» **Task to carry out**:
Every line in the data below has to be repeated exactly; no picture belongs in the result.

» **Information shown**:
-*-

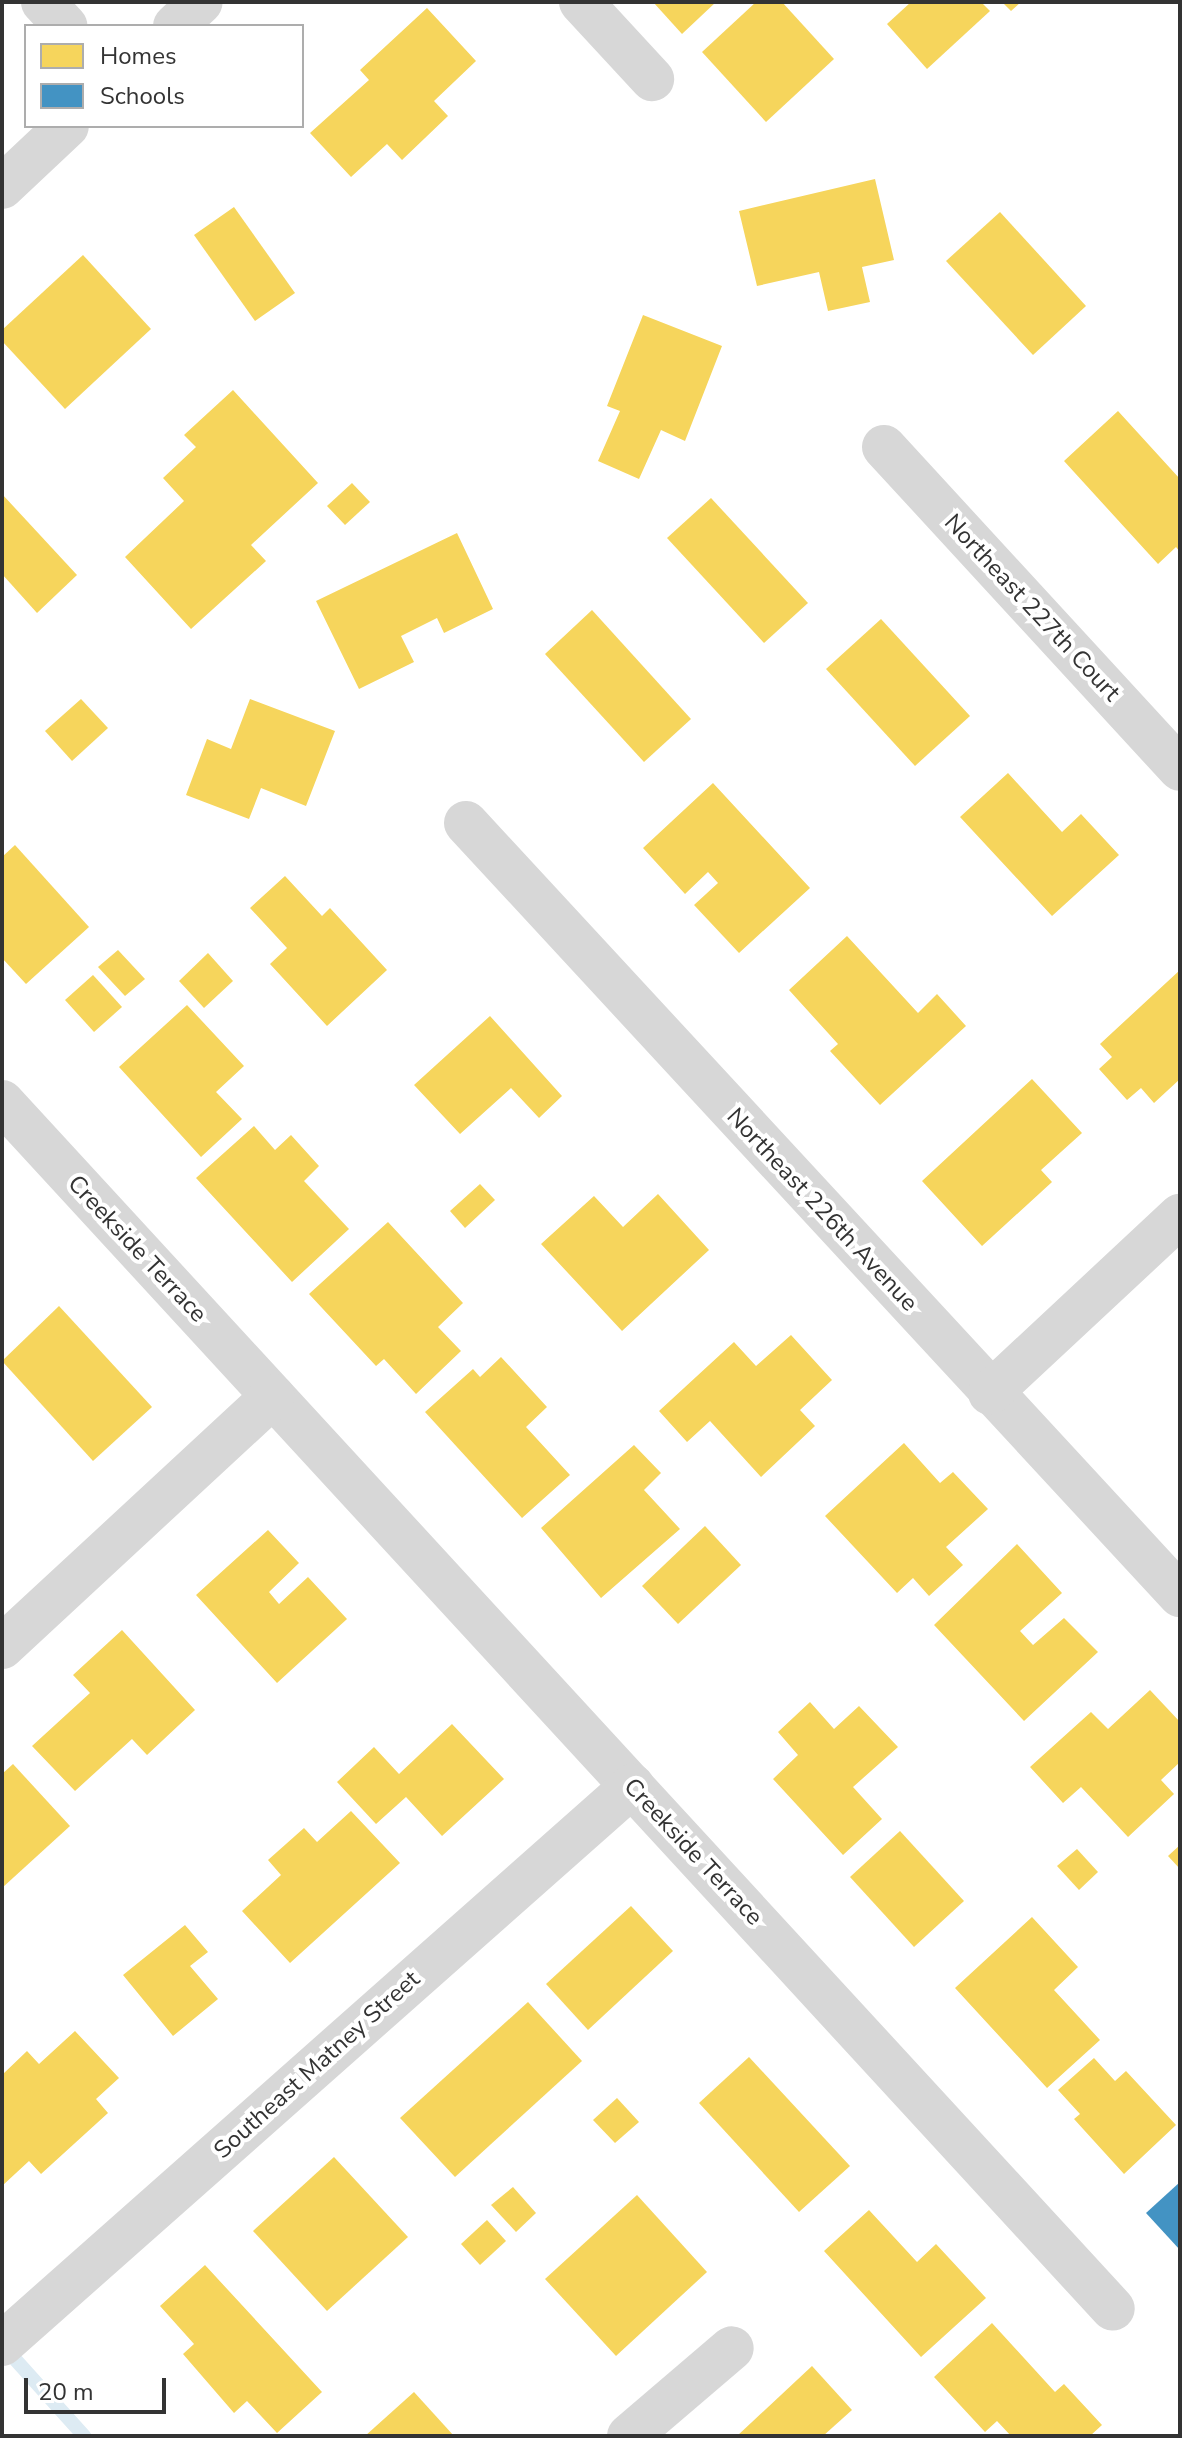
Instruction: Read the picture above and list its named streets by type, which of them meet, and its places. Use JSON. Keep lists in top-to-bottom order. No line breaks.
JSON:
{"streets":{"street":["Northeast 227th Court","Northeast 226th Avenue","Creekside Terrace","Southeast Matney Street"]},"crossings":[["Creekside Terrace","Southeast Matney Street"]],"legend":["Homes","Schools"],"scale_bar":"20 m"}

-*-

» **Answer area**:
Instruction: Read the picture above and list its named streets by type, which of them meet, and its places. Use JSON. Keep lists in top-to-bottom order. No line breaks.
JSON:
{"streets":{"street":["Northeast 227th Court","Northeast 226th Avenue","Creekside Terrace","Southeast Matney Street"]},"crossings":[["Creekside Terrace","Southeast Matney Street"]],"legend":["Homes","Schools"],"scale_bar":"20 m"}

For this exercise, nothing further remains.